SERVE PIANO PER LA SICUREZZA NAZIONALE -«In questo contesto la risoluzione ONU di promuovere un'immediata missione per rispondere all'emergenza in Africa - affermano - è sicuramente positiva. Se il problema non viene trascurato a livello mondiale, non deve assolutamente essere trascurato a livello nazionale, rafforzando controlli sanitari alle nostre frontiere e una maggiore informazione». I senatori Vito Crimi e Bruno Marton e il deputato Angelo Tofalo sottolineano come «i fronti aperti per l'intelligence sono molteplici, ma è doveroso, come per la crisi degli ostaggi, non rilasciare sempre e comunque dichiarazioni che hanno come conseguenza di creare allarmismo e rendere più difficile il lavoro di chi opera sul campo. Rimaniamo in attesa di avere aggiornamenti da parte di Renzi nella sua audizione di fine mese, sperando che non ripeta lo spettacolo penoso di Alfano con la lettura di carte preparate da altri, ma indichi un vero piano per la Sicurezza Nazionale».

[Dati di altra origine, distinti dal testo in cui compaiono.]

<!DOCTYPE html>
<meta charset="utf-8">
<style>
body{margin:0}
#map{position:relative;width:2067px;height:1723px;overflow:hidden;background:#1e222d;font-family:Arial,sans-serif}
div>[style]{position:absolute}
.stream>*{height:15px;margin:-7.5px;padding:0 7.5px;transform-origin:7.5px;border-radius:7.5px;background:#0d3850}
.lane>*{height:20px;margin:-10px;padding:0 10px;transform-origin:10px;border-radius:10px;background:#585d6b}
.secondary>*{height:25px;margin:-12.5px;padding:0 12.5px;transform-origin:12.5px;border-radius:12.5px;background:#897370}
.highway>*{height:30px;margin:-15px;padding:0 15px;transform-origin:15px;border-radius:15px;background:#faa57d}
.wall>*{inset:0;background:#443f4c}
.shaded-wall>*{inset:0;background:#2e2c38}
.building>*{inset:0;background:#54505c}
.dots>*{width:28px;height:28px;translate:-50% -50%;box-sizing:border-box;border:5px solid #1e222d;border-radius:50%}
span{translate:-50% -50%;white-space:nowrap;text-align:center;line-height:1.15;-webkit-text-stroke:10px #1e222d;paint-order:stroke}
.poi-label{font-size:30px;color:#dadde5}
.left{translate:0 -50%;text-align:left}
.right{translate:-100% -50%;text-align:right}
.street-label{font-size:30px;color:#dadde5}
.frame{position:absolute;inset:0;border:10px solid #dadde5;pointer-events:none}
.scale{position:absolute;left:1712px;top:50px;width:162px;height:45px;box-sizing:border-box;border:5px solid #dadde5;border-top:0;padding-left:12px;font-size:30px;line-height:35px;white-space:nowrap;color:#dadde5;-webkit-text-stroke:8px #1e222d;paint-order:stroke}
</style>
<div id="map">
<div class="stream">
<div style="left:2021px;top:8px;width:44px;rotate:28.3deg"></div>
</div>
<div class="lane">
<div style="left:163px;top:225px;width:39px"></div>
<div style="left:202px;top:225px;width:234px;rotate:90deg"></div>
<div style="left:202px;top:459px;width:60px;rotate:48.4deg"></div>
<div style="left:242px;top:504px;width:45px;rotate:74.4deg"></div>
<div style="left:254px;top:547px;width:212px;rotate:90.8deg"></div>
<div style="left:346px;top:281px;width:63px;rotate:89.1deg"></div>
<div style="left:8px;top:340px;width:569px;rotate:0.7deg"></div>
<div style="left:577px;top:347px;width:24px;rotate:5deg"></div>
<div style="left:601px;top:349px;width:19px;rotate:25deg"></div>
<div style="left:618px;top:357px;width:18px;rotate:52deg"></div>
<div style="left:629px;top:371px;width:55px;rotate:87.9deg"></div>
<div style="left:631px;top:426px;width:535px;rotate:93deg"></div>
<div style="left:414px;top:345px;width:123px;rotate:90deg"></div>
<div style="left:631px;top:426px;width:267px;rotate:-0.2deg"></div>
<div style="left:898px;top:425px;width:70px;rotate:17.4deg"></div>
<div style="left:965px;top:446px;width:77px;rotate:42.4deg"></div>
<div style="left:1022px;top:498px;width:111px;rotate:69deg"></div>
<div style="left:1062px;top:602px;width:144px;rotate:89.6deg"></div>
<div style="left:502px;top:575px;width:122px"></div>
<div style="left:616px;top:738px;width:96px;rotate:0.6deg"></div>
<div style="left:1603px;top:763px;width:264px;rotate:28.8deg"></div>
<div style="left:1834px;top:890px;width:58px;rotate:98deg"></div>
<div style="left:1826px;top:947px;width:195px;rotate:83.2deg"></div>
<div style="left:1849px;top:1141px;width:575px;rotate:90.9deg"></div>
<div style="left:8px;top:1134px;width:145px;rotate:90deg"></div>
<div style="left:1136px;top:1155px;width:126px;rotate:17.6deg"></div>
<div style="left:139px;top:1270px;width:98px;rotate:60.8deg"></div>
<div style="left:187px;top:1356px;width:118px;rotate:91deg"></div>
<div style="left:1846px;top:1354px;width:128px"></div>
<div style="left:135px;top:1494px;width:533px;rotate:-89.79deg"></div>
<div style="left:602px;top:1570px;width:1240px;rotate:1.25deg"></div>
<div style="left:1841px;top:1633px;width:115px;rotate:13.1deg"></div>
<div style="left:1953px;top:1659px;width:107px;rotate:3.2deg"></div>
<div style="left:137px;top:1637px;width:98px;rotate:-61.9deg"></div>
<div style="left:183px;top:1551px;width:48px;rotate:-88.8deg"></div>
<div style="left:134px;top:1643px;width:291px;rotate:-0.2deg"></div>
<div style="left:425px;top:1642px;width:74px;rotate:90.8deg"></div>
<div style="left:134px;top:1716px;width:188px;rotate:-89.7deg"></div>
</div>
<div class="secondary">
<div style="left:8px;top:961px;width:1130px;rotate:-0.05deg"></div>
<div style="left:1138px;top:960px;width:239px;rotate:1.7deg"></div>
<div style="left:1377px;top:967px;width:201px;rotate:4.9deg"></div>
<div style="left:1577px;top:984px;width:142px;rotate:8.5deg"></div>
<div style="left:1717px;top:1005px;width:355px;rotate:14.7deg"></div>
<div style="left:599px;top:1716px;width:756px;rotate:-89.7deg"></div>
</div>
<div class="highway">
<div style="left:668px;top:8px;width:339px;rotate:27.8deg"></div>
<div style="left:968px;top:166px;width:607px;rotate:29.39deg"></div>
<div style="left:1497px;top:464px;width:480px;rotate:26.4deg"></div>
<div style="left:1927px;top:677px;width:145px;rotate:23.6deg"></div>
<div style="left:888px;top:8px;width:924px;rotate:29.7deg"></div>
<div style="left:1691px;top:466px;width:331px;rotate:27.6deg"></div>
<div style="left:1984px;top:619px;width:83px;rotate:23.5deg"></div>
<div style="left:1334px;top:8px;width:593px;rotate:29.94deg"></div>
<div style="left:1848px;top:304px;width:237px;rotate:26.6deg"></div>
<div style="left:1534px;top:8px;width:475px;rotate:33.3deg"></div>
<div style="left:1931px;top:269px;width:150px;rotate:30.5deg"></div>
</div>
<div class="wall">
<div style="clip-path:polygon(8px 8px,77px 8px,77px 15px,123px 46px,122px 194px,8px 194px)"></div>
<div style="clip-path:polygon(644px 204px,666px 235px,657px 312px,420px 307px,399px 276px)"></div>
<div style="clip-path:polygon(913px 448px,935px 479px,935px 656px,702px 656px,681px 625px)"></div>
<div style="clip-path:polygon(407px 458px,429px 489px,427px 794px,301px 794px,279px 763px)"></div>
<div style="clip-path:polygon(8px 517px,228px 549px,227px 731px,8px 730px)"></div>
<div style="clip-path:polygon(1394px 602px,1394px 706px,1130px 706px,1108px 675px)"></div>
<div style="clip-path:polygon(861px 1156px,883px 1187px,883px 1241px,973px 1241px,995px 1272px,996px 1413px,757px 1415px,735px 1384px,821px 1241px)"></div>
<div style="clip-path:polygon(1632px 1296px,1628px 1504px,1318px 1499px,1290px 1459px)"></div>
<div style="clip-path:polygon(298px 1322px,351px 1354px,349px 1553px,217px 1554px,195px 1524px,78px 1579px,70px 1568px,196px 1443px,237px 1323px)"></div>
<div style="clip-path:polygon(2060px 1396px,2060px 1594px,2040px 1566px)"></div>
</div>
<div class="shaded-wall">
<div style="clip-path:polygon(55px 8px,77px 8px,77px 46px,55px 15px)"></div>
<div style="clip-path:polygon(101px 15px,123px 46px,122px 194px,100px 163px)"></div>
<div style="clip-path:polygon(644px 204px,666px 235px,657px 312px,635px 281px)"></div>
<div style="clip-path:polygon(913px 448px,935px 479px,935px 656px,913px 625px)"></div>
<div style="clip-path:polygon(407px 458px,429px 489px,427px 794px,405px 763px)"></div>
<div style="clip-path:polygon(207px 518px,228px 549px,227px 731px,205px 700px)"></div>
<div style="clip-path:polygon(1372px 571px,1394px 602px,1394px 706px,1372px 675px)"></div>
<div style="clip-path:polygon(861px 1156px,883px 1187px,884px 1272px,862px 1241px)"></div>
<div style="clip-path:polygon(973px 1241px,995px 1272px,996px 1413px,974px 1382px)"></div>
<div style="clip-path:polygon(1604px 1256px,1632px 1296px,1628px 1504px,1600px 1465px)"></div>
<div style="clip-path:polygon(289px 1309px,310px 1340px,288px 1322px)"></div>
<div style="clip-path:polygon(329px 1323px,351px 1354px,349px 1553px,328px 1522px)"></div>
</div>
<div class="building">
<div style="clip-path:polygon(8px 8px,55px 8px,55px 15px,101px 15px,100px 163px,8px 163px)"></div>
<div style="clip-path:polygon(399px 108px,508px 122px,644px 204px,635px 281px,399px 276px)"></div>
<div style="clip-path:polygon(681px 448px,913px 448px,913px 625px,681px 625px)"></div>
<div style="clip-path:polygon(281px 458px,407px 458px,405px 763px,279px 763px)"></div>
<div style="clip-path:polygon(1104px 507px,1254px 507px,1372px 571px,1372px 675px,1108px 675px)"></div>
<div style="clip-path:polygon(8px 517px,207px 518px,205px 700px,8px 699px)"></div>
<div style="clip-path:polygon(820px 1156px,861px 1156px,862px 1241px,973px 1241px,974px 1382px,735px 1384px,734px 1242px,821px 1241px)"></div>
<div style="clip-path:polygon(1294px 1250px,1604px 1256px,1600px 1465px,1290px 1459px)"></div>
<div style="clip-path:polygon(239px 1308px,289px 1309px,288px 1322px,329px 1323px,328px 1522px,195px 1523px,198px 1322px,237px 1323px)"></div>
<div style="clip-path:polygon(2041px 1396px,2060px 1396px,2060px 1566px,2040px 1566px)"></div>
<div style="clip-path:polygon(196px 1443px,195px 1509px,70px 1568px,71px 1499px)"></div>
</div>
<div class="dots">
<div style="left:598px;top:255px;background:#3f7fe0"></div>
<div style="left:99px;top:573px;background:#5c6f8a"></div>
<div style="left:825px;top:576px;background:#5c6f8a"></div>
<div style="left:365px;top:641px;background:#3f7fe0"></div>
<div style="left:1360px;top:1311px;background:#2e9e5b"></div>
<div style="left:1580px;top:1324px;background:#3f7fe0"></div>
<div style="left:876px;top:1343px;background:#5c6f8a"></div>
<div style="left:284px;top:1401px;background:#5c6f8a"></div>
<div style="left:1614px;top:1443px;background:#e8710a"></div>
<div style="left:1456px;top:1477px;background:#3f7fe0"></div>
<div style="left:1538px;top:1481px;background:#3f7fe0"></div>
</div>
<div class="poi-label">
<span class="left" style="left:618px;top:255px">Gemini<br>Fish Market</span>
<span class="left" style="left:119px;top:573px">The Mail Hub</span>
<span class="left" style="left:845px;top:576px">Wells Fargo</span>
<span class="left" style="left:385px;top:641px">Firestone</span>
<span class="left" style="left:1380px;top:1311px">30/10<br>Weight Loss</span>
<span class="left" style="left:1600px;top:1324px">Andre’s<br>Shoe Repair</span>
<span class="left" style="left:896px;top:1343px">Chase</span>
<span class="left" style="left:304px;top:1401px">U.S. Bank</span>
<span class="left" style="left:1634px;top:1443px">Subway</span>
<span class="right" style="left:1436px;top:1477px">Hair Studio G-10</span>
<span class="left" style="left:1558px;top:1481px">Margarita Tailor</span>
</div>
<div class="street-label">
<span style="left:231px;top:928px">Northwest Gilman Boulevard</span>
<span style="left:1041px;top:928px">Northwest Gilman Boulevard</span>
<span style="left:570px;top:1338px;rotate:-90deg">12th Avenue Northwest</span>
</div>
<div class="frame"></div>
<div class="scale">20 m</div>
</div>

L'ULTIMO VIDEO DELL'ISIS E LA MINACCIA DELL'EBOLA - Le dichiarazioni degli esponenti del M5S arrivano a pochi giorni dalla diffusione sul web dell'ultimo video dell'organizzazione terroristica. E' del 18 settembre, infatti, il messaggio lanciato dall'Isis attraverso le parole di John Cantlie, ostaggio dello Stato islamico dal 2012. Questi nel video - intitolato "Prestatemi ascolto" - indossa l'ormai nota tuta arancione, ma stavolta non è accompagnato dal boia come nei video dei suoi colleghi trucidamente decapitati. Il freelance inglese lancia un appello affinché si parli dello Isis «senza fare disinformazione». Allude, poi, a messaggi futuri: «Vi dirò cosa muove l'Isis veramente e vi spiegherò perché altri ostaggi europei sono stati liberati. I loro governi hanno deciso di trattare, mentre USA e Gran Bretagna li lasciano a loro stessi». Resta, però, da verificare l'autenticità del video. Intanto Site, il sito che si occupa del monitoraggio dell'integralismo islamico sul web, annuncia di aver intercettato discussioni online tra affiliati dell'Isis che starebbero pensando all'ipotesi di utilizzare il virus ebola come arma nei confronti degli Stati Uniti e dei Paesi che oggi si schierano contro lo Stato islamico.